Available data Start Marker

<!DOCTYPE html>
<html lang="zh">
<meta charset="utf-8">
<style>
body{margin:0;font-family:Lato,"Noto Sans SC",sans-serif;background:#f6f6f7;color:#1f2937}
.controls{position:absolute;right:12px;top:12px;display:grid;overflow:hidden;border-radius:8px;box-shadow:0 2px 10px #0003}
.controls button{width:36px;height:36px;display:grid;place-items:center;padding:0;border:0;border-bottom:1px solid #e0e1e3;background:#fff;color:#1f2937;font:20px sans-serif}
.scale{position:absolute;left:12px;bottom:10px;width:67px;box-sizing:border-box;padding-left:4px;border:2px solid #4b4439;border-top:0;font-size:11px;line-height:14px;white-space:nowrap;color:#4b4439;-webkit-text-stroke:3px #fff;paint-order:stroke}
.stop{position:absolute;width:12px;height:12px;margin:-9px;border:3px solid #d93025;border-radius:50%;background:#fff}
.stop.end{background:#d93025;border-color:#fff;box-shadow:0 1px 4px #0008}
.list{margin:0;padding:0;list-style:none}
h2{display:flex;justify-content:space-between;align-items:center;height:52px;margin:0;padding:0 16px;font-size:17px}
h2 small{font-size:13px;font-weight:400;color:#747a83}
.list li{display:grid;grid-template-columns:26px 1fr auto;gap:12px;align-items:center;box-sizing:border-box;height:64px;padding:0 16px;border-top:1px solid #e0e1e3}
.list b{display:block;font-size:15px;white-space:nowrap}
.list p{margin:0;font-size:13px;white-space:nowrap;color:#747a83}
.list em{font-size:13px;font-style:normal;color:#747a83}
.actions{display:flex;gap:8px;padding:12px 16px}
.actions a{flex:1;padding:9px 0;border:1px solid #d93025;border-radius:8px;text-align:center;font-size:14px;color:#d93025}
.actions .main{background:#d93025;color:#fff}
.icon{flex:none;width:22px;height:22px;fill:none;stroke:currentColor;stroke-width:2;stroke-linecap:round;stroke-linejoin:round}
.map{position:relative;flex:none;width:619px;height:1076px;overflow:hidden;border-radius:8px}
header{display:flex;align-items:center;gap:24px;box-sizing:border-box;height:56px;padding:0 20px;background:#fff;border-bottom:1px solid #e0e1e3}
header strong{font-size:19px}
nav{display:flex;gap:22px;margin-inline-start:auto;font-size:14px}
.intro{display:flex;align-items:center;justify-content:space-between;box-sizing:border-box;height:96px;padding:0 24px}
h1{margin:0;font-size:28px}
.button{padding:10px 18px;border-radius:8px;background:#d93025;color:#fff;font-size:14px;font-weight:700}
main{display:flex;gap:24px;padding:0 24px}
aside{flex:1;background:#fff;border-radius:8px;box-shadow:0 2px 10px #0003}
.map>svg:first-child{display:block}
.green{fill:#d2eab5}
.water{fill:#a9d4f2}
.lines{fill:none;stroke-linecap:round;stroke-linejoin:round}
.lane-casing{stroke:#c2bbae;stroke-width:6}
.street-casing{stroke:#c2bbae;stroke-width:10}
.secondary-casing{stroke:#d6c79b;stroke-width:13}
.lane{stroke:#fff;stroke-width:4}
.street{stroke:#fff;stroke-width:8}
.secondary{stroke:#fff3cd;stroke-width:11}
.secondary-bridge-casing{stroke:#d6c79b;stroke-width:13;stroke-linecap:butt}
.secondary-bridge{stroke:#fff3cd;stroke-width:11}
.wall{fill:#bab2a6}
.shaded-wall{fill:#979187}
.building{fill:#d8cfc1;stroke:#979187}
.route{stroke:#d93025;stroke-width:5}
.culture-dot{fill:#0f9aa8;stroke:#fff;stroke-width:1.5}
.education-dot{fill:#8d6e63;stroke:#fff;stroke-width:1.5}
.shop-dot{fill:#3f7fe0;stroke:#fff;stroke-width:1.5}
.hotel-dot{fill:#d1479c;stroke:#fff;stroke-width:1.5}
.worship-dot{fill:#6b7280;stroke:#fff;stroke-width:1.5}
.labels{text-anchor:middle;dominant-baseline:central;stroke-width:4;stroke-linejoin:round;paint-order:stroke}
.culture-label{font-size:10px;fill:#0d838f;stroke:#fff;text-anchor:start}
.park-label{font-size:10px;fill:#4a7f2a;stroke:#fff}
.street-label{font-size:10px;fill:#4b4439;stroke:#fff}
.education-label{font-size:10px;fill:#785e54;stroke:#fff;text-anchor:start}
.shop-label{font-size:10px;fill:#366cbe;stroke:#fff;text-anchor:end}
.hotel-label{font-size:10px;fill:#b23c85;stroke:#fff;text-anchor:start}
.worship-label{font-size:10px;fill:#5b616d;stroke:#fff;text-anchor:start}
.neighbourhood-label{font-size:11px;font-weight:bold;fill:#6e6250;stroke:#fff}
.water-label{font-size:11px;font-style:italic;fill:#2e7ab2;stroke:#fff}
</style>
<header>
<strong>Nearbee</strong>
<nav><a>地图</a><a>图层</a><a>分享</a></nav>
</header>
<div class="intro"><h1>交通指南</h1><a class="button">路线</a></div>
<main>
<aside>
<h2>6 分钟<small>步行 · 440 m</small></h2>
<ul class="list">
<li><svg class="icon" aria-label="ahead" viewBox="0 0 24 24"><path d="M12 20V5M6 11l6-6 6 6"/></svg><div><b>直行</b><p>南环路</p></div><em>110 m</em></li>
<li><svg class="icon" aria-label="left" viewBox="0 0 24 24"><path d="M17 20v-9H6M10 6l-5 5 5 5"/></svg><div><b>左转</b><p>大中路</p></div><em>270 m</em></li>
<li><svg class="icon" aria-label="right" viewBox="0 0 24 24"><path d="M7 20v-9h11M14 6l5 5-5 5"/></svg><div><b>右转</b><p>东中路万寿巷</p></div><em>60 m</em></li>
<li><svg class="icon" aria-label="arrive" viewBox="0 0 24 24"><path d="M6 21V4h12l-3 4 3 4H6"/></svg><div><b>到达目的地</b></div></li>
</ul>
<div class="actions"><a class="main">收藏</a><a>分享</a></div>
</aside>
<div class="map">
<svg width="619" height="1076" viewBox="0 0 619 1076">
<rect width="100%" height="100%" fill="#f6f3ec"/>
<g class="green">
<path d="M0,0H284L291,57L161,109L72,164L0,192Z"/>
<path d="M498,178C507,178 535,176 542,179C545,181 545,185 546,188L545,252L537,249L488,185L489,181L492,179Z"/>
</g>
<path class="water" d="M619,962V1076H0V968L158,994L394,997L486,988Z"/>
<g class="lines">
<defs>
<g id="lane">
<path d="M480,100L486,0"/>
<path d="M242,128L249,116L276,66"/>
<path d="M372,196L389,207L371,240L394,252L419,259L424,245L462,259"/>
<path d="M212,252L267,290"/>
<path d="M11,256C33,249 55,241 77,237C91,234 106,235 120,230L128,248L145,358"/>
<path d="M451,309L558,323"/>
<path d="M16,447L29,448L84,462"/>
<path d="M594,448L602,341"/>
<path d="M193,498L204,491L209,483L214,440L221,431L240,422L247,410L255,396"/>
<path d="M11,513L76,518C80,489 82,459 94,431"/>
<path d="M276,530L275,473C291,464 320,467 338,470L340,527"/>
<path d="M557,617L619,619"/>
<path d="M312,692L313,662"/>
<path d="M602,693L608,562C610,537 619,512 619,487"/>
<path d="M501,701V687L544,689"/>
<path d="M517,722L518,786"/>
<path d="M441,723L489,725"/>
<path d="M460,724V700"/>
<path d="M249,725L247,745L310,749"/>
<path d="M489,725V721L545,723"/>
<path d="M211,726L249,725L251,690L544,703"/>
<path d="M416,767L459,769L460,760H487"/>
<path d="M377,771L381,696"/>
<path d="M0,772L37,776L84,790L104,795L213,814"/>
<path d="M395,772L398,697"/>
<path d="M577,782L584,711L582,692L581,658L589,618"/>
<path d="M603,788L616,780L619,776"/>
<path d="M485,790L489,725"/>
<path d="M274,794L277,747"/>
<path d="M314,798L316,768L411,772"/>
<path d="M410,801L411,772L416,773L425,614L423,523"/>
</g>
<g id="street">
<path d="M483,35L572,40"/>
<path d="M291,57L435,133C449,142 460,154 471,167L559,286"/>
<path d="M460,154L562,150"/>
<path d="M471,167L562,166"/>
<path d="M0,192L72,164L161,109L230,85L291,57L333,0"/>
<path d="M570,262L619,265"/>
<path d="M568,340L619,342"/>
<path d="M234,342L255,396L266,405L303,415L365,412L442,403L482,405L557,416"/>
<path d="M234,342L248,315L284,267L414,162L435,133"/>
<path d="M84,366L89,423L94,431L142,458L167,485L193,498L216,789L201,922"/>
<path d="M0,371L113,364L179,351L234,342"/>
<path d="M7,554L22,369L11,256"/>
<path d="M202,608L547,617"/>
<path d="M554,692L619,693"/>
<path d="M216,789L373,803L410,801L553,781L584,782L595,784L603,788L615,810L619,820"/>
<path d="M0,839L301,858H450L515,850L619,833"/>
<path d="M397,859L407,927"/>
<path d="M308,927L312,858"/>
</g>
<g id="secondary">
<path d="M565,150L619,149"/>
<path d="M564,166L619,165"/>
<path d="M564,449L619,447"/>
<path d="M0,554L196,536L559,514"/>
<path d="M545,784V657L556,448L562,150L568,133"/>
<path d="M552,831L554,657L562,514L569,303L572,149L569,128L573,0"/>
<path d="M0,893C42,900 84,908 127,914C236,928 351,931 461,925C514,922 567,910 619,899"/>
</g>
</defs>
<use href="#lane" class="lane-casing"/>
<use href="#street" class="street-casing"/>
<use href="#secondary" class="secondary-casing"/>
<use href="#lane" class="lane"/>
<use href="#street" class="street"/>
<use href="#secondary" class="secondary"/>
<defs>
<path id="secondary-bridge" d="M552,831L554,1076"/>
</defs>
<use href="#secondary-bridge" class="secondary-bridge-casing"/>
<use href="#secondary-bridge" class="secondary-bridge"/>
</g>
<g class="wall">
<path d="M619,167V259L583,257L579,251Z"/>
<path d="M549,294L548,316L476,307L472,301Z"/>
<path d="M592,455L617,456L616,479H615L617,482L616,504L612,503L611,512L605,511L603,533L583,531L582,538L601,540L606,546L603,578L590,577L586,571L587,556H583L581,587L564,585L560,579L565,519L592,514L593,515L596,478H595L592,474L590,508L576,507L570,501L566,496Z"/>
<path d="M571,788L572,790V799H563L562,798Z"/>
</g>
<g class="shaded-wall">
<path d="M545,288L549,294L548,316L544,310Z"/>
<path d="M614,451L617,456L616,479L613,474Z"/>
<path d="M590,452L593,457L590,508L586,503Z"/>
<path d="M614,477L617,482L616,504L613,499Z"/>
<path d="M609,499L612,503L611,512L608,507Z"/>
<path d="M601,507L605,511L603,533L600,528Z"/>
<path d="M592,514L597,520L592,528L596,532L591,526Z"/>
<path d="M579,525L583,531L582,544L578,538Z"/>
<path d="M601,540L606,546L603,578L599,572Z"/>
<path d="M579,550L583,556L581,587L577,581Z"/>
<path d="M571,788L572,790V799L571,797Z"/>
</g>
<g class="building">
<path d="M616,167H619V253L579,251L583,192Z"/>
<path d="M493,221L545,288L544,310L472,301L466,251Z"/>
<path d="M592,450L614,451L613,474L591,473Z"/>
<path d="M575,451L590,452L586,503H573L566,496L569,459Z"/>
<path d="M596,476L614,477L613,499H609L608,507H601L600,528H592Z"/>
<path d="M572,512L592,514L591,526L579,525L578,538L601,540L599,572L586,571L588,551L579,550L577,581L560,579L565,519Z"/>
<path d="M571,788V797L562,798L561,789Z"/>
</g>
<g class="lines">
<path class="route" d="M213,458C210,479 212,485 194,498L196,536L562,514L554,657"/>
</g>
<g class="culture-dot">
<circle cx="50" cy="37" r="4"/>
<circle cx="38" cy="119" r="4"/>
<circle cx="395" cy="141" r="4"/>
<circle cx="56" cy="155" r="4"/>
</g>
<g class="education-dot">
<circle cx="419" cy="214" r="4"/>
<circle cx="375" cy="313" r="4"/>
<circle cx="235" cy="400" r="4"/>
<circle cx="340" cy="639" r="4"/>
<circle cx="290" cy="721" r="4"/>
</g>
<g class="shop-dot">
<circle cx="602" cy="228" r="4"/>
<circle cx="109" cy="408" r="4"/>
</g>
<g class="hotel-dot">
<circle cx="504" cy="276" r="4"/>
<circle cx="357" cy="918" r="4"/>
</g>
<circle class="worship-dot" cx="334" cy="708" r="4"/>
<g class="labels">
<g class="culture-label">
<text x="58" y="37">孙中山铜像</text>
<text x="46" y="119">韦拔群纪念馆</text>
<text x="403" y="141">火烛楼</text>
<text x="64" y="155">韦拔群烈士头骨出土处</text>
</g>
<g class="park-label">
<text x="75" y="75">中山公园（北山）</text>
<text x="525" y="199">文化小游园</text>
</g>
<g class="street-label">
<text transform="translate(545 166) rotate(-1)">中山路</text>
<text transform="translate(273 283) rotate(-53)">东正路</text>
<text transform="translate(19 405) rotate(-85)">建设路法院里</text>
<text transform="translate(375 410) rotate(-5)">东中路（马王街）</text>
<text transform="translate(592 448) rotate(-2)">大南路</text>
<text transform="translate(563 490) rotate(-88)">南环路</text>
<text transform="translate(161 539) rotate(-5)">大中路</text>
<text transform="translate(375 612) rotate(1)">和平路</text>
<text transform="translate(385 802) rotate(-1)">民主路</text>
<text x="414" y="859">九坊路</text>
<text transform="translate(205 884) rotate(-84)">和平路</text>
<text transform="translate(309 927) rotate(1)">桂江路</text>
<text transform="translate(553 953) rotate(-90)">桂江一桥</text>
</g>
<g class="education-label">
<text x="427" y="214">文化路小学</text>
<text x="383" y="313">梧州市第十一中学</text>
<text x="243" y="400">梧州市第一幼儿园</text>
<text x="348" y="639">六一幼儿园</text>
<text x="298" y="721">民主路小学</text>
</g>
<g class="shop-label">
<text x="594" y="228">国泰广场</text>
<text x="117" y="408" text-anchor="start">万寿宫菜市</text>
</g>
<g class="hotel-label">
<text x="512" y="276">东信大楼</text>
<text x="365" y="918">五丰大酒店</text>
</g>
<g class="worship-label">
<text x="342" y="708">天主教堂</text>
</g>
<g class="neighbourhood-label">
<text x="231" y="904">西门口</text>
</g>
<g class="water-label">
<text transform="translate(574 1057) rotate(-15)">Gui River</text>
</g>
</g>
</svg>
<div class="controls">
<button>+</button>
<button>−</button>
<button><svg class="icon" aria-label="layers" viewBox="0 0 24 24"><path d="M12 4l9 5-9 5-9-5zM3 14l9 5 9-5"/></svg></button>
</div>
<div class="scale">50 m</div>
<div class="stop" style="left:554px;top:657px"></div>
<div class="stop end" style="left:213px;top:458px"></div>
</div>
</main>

Available data End Marker

> Task prompt
Look over the listing above and copy each line that contains "header".

> Response below
header{display:flex;align-items:center;gap:24px;box-sizing:border-box;height:56px;padding:0 20px;background:#fff;border-bottom:1px solid #e0e1e3}
header strong{font-size:19px}
<header>
</header>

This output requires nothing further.